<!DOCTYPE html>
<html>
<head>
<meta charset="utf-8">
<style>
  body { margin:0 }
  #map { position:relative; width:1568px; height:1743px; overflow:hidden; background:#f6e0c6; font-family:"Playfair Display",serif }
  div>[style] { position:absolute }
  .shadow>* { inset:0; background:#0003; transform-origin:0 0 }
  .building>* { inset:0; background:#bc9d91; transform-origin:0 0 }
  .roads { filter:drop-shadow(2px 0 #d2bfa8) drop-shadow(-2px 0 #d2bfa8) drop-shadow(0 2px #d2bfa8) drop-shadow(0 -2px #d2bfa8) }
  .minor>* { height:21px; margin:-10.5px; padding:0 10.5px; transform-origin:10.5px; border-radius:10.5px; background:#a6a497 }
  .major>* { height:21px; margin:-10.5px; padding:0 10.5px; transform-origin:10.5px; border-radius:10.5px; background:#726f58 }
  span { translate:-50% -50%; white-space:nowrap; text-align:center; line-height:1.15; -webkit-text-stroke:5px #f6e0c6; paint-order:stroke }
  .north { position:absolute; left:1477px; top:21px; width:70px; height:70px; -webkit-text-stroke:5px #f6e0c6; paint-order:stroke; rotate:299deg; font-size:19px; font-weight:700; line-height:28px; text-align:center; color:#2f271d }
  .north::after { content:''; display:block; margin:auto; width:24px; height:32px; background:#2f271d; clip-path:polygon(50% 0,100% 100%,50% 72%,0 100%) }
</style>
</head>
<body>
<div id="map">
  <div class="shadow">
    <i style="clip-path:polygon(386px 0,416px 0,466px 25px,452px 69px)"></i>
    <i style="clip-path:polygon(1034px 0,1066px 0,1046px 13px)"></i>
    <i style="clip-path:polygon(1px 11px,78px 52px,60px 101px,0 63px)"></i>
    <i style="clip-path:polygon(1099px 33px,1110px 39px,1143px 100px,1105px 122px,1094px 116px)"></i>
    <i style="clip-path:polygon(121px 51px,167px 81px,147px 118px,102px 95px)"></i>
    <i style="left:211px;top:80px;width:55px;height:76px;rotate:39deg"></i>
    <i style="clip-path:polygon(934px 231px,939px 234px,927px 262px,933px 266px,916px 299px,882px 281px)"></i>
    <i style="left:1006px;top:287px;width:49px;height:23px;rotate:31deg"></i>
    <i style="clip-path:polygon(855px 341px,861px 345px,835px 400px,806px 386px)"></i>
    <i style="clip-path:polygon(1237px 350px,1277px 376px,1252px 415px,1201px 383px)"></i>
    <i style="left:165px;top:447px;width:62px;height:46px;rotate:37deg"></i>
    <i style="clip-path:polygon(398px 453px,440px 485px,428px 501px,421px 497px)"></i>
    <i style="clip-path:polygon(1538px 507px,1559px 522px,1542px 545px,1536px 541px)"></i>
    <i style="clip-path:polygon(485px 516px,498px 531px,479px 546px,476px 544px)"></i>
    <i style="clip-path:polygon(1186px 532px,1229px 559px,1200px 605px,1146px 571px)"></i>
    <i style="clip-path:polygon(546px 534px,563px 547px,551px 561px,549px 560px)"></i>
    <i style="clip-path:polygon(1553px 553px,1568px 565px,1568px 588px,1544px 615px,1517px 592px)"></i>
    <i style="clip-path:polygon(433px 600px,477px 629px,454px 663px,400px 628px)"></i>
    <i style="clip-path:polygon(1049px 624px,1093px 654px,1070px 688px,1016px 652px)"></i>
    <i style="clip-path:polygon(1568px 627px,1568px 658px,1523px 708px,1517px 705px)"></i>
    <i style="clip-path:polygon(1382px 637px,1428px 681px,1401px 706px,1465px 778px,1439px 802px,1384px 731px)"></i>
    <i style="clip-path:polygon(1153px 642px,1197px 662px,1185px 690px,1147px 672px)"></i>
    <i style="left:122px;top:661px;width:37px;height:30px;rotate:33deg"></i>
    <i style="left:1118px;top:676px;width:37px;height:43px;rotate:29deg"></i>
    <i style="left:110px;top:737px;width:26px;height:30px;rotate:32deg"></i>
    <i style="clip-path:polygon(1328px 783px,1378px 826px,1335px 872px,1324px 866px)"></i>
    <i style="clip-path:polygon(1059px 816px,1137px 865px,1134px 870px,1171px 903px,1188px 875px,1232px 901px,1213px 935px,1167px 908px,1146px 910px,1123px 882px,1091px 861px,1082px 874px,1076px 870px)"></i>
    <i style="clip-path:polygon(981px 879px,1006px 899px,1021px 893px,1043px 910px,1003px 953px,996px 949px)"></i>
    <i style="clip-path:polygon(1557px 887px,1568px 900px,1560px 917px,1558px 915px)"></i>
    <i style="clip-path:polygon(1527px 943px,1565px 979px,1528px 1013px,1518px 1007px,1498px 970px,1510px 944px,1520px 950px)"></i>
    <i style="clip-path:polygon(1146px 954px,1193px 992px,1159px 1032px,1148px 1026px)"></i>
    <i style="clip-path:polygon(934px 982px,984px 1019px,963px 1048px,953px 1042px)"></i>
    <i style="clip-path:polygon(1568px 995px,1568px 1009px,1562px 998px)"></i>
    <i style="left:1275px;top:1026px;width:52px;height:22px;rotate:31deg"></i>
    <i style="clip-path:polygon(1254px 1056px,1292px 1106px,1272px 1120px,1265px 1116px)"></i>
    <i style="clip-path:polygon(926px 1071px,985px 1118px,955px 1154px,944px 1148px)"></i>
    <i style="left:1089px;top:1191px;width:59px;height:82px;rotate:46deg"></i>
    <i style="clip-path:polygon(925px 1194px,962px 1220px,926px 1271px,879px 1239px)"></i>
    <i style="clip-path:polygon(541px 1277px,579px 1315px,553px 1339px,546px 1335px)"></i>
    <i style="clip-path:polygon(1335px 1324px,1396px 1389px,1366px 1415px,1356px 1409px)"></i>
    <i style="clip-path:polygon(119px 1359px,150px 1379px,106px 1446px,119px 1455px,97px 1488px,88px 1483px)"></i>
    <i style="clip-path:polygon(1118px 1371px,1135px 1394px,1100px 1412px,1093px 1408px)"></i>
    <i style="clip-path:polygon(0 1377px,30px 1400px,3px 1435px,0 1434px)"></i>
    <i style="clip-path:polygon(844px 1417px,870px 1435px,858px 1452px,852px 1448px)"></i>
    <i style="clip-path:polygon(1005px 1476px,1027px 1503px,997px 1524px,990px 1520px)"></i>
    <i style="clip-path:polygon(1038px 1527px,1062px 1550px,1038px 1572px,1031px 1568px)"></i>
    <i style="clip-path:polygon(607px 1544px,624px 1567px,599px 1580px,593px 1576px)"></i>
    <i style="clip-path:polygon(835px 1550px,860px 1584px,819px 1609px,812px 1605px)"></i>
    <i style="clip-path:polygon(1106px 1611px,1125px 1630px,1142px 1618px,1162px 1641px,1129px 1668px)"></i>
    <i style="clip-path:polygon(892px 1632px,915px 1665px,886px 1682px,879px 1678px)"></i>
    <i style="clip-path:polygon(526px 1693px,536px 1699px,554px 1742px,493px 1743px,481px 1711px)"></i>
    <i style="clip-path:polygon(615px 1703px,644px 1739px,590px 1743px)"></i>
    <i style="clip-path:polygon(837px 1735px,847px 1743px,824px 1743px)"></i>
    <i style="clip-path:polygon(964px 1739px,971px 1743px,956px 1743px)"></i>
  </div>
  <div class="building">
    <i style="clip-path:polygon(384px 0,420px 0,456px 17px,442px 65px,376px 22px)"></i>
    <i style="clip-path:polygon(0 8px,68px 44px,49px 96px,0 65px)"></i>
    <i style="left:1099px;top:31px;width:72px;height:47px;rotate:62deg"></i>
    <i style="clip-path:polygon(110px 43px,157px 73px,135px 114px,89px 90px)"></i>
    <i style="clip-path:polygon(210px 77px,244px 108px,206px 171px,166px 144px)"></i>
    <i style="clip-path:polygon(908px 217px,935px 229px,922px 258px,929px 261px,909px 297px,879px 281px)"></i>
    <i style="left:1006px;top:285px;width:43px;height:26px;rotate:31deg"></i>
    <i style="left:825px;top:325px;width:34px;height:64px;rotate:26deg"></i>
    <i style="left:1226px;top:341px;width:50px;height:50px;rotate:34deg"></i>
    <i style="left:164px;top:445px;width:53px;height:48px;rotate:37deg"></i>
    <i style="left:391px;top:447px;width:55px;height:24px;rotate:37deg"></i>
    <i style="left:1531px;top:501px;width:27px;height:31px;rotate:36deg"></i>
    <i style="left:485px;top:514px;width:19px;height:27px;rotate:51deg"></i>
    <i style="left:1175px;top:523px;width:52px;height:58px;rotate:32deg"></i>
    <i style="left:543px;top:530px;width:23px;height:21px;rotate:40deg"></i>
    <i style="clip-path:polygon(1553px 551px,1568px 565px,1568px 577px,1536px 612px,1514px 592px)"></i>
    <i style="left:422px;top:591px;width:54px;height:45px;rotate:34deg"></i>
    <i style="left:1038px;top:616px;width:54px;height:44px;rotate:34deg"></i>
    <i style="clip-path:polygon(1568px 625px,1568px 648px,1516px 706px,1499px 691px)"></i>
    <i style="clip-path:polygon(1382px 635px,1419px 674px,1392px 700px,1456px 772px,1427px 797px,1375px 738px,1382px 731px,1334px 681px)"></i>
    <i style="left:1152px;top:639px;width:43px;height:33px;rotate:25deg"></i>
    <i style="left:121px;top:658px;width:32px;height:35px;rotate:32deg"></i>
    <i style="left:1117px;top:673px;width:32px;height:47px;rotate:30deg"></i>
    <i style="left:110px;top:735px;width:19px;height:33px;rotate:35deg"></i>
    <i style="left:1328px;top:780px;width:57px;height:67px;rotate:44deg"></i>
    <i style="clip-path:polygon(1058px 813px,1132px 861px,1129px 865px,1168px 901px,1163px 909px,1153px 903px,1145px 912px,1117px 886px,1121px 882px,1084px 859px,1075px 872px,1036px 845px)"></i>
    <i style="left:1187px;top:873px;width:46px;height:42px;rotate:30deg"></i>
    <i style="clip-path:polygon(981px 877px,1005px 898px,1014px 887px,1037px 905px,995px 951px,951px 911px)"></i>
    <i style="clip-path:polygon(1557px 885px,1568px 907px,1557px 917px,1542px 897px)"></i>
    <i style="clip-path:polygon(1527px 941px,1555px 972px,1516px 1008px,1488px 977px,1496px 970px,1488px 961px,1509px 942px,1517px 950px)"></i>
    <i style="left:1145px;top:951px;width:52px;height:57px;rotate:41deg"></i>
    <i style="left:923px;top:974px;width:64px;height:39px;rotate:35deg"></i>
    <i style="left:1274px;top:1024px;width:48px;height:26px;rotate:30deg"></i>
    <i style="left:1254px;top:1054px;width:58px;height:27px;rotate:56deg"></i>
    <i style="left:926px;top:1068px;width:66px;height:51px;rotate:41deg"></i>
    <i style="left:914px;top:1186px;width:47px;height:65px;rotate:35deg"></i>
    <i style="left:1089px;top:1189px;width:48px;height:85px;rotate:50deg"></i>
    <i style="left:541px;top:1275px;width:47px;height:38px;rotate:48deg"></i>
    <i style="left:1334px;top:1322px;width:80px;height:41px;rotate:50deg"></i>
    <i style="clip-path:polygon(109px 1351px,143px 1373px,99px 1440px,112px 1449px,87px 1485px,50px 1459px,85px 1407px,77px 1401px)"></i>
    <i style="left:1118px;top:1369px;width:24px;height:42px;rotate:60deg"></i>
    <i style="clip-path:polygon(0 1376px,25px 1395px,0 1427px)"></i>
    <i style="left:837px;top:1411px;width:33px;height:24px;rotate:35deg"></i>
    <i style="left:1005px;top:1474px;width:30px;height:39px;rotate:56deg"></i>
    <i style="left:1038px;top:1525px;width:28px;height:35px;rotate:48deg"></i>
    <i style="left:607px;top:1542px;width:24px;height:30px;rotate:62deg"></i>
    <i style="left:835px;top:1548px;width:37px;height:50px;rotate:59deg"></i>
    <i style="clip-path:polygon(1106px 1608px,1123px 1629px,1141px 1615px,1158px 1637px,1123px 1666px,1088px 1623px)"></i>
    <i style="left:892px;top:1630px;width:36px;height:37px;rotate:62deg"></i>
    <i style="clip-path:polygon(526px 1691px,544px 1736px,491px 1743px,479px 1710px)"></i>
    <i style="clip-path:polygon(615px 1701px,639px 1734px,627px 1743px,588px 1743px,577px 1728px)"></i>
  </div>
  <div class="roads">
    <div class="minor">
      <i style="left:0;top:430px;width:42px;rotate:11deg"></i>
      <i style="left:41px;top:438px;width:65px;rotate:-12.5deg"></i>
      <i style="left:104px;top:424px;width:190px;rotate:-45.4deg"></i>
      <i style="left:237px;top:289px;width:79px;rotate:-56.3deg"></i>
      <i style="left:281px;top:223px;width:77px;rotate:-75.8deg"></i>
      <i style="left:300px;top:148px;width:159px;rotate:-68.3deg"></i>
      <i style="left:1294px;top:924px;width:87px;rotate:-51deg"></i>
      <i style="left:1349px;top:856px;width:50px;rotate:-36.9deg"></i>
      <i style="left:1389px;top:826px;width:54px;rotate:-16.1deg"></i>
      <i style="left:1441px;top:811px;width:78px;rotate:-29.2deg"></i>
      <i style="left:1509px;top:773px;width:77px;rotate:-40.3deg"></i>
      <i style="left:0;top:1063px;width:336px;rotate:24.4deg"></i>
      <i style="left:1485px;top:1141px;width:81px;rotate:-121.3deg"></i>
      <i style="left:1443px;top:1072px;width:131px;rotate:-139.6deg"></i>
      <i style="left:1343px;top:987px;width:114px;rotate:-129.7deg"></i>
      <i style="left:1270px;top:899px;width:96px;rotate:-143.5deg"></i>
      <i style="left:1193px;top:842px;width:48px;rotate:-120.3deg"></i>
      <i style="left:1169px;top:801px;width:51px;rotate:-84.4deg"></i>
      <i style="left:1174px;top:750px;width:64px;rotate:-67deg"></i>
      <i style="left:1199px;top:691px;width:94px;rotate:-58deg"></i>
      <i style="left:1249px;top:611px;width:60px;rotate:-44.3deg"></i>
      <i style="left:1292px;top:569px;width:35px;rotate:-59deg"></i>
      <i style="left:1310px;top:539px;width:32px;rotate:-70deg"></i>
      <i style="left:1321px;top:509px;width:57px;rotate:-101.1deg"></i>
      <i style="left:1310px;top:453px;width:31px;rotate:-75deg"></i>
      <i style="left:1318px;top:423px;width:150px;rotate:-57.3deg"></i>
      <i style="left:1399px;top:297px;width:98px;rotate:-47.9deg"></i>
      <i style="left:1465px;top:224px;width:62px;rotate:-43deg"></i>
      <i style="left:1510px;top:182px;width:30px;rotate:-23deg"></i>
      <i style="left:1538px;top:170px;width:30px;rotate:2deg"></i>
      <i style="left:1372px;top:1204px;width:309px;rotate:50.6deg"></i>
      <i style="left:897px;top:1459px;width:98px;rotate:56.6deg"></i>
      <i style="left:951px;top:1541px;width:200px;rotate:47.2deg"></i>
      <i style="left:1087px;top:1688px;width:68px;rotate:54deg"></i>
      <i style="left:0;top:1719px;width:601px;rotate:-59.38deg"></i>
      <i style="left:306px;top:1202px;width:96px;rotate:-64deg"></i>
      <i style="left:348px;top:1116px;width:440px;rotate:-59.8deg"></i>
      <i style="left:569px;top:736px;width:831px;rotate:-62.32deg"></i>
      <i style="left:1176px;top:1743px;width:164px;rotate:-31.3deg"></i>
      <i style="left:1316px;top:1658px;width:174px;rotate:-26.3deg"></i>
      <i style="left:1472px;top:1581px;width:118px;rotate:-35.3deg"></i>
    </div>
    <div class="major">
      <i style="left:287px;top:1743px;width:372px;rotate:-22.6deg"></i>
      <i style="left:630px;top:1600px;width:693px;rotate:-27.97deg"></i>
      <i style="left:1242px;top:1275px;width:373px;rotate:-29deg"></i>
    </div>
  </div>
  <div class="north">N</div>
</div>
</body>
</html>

Exercise instructions =
Reproduce the records above line by line, without any change, up to and including the line that holds "position:relative; width:1568px; height:1743px;".

Response to this exercise =
<!DOCTYPE html>
<html>
<head>
<meta charset="utf-8">
<style>
  body { margin:0 }
  #map { position:relative; width:1568px; height:1743px; overflow:hidden; background:#f6e0c6; font-family:"Playfair Display",serif }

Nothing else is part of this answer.